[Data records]
☆ ☆ ☆ ☆ ☆

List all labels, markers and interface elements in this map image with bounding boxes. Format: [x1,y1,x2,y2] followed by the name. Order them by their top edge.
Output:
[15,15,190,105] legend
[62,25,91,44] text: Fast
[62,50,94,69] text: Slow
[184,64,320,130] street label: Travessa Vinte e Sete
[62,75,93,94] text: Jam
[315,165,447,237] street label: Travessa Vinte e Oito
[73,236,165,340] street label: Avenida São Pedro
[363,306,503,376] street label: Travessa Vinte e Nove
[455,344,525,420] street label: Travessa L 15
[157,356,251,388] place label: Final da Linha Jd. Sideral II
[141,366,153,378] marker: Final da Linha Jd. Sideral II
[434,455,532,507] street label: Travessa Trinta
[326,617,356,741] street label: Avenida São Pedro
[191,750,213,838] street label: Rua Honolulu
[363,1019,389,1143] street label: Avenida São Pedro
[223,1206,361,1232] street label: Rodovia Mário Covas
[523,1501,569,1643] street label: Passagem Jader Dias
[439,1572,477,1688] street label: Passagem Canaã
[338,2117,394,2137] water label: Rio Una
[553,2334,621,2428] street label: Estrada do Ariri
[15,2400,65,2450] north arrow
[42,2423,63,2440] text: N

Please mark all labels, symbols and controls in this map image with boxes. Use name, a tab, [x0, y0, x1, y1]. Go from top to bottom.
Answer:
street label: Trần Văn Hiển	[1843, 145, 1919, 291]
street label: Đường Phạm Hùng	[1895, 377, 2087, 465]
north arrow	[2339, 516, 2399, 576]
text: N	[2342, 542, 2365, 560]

☆ ☆ ☆ ☆ ☆

Every entry should be output again exactly as written.

List all labels, markers and interface elements in this map image with bounding boxes. Format: [x1,y1,x2,y2] followed by the name. Order them by their top edge.
Output:
[15,15,190,105] legend
[62,25,91,44] text: Fast
[62,50,94,69] text: Slow
[184,64,320,130] street label: Travessa Vinte e Sete
[62,75,93,94] text: Jam
[315,165,447,237] street label: Travessa Vinte e Oito
[73,236,165,340] street label: Avenida São Pedro
[363,306,503,376] street label: Travessa Vinte e Nove
[455,344,525,420] street label: Travessa L 15
[157,356,251,388] place label: Final da Linha Jd. Sideral II
[141,366,153,378] marker: Final da Linha Jd. Sideral II
[434,455,532,507] street label: Travessa Trinta
[326,617,356,741] street label: Avenida São Pedro
[191,750,213,838] street label: Rua Honolulu
[363,1019,389,1143] street label: Avenida São Pedro
[223,1206,361,1232] street label: Rodovia Mário Covas
[523,1501,569,1643] street label: Passagem Jader Dias
[439,1572,477,1688] street label: Passagem Canaã
[338,2117,394,2137] water label: Rio Una
[553,2334,621,2428] street label: Estrada do Ariri
[15,2400,65,2450] north arrow
[42,2423,63,2440] text: N

Please mark all labels, symbols and controls in this map image with boxes. Use name, a tab, [x0, y0, x1, y1]. Go from top to bottom.
Answer:
street label: Trần Văn Hiển	[1843, 145, 1919, 291]
street label: Đường Phạm Hùng	[1895, 377, 2087, 465]
north arrow	[2339, 516, 2399, 576]
text: N	[2342, 542, 2365, 560]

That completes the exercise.